In April, the North Gauteng High court found the prosecuting authority’s decision to drop corruption charges against Zuma was irrational, and set aside the decision.

Legal experts expressed a dim view of the application, saying that there was not much chance of success. “I … predict that the NPA will not succeed with its appeal before the Supreme Court of Appeal (SCA),” said constitutional law professor Pierre de Vos. “Given the fact that the legal precedent is so heavily stacked against the NPA and given what the SCA has previously said about the charges against President Zuma, I suspect the NPA has about as much chance of winning the appeal before the SCA than I have of scoring the winning goal for Bafana Bafana in the Soccer World Cup final.”

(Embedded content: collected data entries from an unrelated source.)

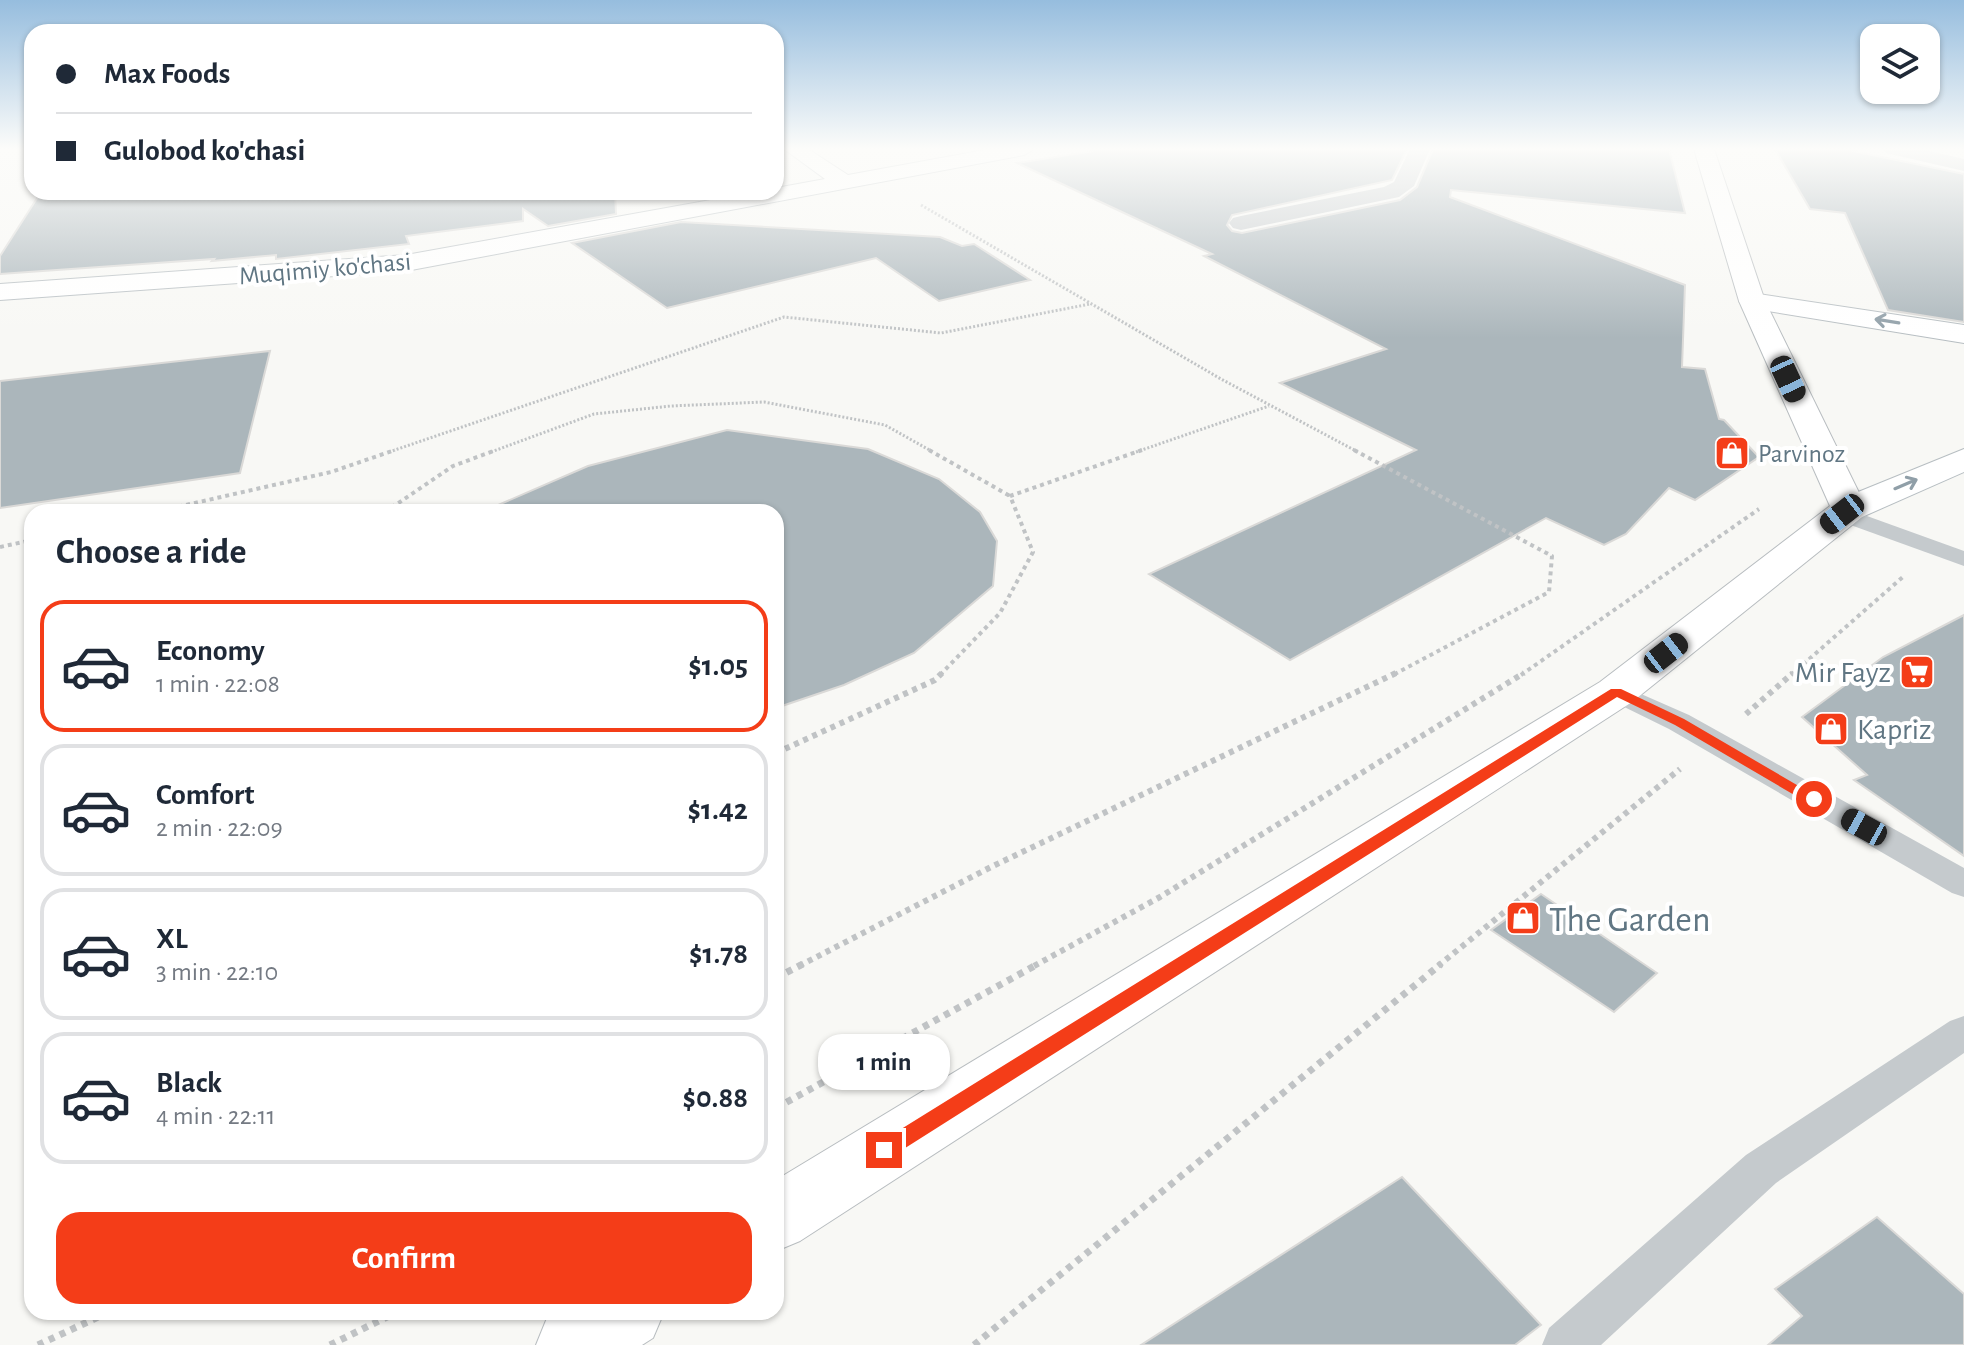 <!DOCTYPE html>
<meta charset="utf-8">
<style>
:root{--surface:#fff;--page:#f2f2f3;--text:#1f2937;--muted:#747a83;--line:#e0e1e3;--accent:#f43d18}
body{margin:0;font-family:"Alegreya Sans",sans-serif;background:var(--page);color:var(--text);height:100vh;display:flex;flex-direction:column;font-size:30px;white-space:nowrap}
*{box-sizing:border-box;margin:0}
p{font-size:26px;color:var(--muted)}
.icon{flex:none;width:44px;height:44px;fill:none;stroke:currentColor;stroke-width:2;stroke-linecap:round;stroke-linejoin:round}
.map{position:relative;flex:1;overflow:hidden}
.side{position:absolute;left:24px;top:504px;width:760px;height:816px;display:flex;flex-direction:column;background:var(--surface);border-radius:24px;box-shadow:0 2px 6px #0004}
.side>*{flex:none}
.top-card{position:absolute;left:24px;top:24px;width:760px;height:176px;border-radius:24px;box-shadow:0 2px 6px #0004;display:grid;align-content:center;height:176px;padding:0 32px;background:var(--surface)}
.tools{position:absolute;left:1860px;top:24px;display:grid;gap:16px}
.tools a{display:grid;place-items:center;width:80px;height:80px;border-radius:16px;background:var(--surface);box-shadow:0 2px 6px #0004;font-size:40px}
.end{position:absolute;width:36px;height:36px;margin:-18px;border:10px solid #f43d18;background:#fff;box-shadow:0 0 0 4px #fff}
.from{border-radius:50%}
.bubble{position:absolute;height:56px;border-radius:24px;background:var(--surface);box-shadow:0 2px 6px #0004;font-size:26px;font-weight:700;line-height:56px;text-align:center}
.car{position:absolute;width:24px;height:48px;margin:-24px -12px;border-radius:10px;box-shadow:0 0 6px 2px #0007;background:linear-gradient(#222 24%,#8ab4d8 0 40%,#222 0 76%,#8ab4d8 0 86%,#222 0)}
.top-card b{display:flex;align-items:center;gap:28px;height:76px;font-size:30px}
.top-card b+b{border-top:2px solid var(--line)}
.top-card i{width:20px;height:20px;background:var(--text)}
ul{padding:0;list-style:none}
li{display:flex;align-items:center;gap:24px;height:132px;margin:0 16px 12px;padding:0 16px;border:4px solid var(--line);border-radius:24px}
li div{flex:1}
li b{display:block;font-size:30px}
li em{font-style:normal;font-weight:700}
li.selected{border-color:var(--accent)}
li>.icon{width:72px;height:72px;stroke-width:1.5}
h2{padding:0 32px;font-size:36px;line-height:96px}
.action{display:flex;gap:16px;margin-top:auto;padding:16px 32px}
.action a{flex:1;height:92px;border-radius:24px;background:var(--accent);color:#fff;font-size:32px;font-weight:700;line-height:92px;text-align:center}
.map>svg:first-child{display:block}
.building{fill:#abb6bb;stroke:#dad9d7;stroke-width:2}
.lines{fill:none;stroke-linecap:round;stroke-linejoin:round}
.secondary-casing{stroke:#b7bec2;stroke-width:2}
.primary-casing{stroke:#b8bdc0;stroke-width:2}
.path-far3{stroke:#c0c3c5;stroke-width:3;stroke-dasharray:2 2;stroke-linecap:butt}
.path-far2{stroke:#c0c3c5;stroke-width:4;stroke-dasharray:4 4;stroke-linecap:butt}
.path-far1{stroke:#c0c3c5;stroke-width:6;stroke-dasharray:5 5;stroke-linecap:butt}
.path{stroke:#c0c3c5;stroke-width:7;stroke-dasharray:6 6;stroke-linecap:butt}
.lane{fill:#c5cacd;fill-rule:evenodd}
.street{fill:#c5cacd;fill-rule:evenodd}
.secondary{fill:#fff;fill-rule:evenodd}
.primary{fill:#fff;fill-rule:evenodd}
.oneway{stroke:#909fa8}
.route{fill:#f43d18}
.labels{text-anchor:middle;stroke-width:8;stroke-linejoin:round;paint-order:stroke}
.far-street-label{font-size:26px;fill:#607683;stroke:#fff}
.far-poi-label{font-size:26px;fill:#607683;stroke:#fff;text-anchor:start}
.poi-label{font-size:30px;fill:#607683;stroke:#fff;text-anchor:end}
.near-poi-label{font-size:36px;fill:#607683;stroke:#fff;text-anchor:start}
</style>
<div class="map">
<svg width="1964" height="1345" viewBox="0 0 1964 1345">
<rect width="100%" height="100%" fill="#f8f8f5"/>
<g class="building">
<path d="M1106,149h301l-15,31 -160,35 -5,10 5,6 10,2 158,-33 17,-13 16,-38h236l16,64 -234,-23 -1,7 235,88 -3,82 23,2 14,50 5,1 35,37 -64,43 -26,-12 -43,46 -22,11 -58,-27 -256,142 -141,-86 267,-124 -136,-67 106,-34 -182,-93 8,-2 -195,-91z"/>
<path d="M1775,149h68l121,25v148l-76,-12 -43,-97 -35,-4z"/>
<path d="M41,192h574l1,22 -68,12 -25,-17v12l-117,15 3,8 -133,15v-4l-64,6 2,-2 -214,15v-18z"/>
<path d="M681,222l259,15 22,9 12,-2 56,36 -91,21 -63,-43 -209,50 -95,-65z"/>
<path d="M270,351l-30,122 -240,35v-127z"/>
<path d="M727,430l141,19 71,30 41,33 17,29 -4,45 -79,67 -70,32 -68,23v-196h-294l106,-46z"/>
<path d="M1964,615v241l-110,-76 13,-5 -65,-58 81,-60z"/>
<path d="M1541,894l116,79 -43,39 -123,-82z"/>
<path d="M1402,1177l139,148 -26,20h-374z"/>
<path d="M1877,1217l87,77v51h-196l34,-29 -27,-27z"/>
</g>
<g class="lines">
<g class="secondary-casing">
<g id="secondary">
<path d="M784,149h24l40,26 142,-26h44l-10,6 -618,116 -406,29v-16l406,-29 349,-63h21v-4l49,-9z"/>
<path d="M1752,293l212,32v18l-221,-36 -4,-6 4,-6z"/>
<path d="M1964,449v23l-102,45 -13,3 -13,-3 -5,-8 5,-8z"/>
</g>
</g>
<g class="primary-casing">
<g id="primary">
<path d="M1694,149h20l51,152 102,208 -5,8 -230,185 -832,539 -24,10v-71l824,-498 230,-176 -91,-205z"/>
<path d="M558,1312h106l-11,26 -11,7h-106l11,-27z"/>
</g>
</g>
<g class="path-far3">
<path d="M921,205l300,174 137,73"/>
<path d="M389,452l395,-135 157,16 149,-29"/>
<path d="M491,452l103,-38 77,-8 93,-4 121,23 48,27"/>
<path d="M1136,452l133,-46"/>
</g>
<g class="path-far2">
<path d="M929,450l81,46"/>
<path d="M1354,450l198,106 -3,36 -156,83"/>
<path d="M155,512l176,-40 64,-22"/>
<path d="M385,512l68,-46 43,-16"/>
<path d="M0,547l32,-7"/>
<path d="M940,675l60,-62 33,-61 -23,-56 132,-46"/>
<path d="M1521,675l238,-166"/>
<path d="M1791,675l113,-99"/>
</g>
<g class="path-far1">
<path d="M1746,714l47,-41"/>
<path d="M776,753l159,-73 7,-7"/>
<path d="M799,966l192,-99 405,-194"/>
<path d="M1034,966l126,-69 364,-224"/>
<path d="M1438,966l242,-197"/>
</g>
<g class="path">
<path d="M776,978l27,-14"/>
<path d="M776,1108l262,-144"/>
<path d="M38,1345l71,-33"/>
<path d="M330,1345l67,-33"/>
<path d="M974,1345l467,-381"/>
</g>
<g class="lane">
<path d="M1842,507l122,44v15l-130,-47 -4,-5 4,-5z"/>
<path d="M1616,683l73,32 275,153v29l-12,-4 -283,-164 -63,-31 -4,-6 4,-6z"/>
<path d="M1964,1016v37l-188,130 -175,162h-59l7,-17 197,-173 204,-134z"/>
</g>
<g class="street">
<path d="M1410,149h20l-16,37 -15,11 -158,33 -8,-2 -4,-5 4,-5 8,-2 143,-29 10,-5z"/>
<path d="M1883,149h38l43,10v12l-78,-18z"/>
</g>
<use href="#secondary" class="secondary"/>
<use href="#primary" class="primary"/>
</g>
<defs><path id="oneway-shaft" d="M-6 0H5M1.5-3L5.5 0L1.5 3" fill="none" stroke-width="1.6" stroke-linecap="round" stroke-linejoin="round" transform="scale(2)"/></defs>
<g class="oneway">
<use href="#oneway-shaft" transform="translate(1887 321) rotate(-171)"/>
<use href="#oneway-shaft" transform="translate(1906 484) rotate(-23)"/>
</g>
<linearGradient id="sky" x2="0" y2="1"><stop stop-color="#96bdde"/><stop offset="0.44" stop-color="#fcfcfa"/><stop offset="1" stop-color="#fcfcfa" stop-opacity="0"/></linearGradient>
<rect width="1964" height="338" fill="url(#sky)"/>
<path class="route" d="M1611,689h10l63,30 137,80 -7,5 -6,-1 -133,-78 -58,-28 -726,460 -7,2 -7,-2 -2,-7 2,-6z"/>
<defs>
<g id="shop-square" transform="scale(1.8)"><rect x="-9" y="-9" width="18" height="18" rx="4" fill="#f43d18" stroke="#fff"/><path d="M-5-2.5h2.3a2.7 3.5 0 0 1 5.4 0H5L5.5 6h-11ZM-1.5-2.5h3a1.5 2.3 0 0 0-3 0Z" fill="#fff"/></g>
<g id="supermarket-square" transform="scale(1.8)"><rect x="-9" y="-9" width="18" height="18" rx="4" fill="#f43d18" stroke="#fff"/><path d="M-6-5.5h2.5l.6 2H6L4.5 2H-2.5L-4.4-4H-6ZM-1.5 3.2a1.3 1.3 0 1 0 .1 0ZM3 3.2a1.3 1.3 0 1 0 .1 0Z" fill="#fff"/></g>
</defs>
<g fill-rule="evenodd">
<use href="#shop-square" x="1732" y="453"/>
<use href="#supermarket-square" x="1917" y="672"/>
<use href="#shop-square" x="1831" y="729"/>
<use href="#shop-square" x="1523" y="918"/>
</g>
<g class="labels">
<g class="far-street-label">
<text transform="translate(325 268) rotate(-5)" y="9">Muqimiy ko'chasi</text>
</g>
<g class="far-poi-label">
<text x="1758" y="462">Parvinoz</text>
</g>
<g class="poi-label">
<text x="1891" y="682">Mir Fayz</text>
<text x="1857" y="739" text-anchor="start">Kapriz</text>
</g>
<g class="near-poi-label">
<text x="1549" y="931">The Garden</text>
</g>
</g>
</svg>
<div class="tools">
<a><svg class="icon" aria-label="layers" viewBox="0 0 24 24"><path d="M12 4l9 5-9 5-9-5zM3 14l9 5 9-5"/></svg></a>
</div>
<i class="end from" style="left:1814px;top:799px"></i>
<i class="end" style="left:884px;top:1150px"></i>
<div class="bubble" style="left:818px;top:1034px;width:132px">1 min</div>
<i class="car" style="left:1788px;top:379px;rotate:155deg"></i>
<i class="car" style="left:1842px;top:514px;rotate:232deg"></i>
<i class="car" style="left:1666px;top:653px;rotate:52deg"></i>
<i class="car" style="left:1864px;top:827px;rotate:299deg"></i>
<div class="top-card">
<b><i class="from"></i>Max Foods</b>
<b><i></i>Gulobod ko'chasi</b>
</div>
<section class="side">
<h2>Choose a ride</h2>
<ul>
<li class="selected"><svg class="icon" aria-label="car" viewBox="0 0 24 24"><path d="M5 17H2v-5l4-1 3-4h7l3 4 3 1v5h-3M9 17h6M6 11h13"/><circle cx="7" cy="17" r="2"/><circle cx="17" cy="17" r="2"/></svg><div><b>Economy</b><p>1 min · 22:08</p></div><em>$1.05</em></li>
<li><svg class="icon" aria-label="car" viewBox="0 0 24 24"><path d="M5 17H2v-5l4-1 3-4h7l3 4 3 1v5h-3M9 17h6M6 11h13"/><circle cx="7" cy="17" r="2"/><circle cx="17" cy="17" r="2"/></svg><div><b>Comfort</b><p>2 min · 22:09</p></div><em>$1.42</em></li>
<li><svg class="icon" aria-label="car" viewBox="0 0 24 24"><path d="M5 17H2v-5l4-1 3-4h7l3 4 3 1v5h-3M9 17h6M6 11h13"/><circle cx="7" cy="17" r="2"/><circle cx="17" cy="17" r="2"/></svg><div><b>XL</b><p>3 min · 22:10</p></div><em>$1.78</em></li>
<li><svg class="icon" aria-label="car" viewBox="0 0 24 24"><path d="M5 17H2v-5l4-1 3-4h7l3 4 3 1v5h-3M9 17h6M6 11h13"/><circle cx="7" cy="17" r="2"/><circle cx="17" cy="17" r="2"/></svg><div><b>Black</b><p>4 min · 22:11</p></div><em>$0.88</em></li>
</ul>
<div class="action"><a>Confirm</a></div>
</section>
</div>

Our board member Advocate Vusi Pikoli said the grounds for appeal looked “quite thin”, despite the NPA having the legal right to do so.

The applicants invented novel legal grounds by misinterpreting sections of the judgment or some selected sentences, said Deputy Judge President Aubrey Ledwaba, reading out the judgment

Although the NPA argued that the judgment has profound implications for its independence, the court disagreed. “Just because the matter is of interest to the public is not a justification to grant leave to appeal,” said Ledwaba. “Leave to appeal would only be given if there is a reasonable prospect of success or some other compelling reason.”

Ledwaba continued: “We considered whether the application would have a chance of success and found no merits in the arguments raised by Zuma and the NPA. So the application for leave to appeal is dismissed. We hand down the judgment.”

The first (acting national director of public prosecutions [NDPP]), second (head of Directorate of Special Operations [Scorpions]) and third (Zuma) applicants were jointly and severally ordered to pay the costs of the respondents, including the costs of two counsel.

Long battle

The DA, which has been fighting the case for seven years, had asked the court to review the 2009 decision to drop the 18 charges of fraud, corruption and racketeering – relating to 783 dodgy payments – against Zuma, related to the multi-billion-rand arms deal. Acting NDPP Mokotedi Mpshe had dropped the charges on the basis that Scorpions boss Leonard McCarthy had allegedly manipulated the timing of when to serve the indictment against Zuma, with 2007 ANC party elections around the corner.

Mpshe relied on recorded conversations – known informally as the spy tapes – between McCarthy and former NPA boss Bulelani Ngcuka in which they discussed when to serve an indictment against Zuma for the corruption charges. The indictment was served in December 2007 but the charges were dropped just weeks before Zuma first took the oath of office, about 18 months later.

The DA maintained the timing of the charges had not prejudiced Zuma in any way. Furthermore, Ledwaba said, “Mr Mpshe relied on English and Hong Kong case law to support his decision,” while these did not, in fact, support the decision.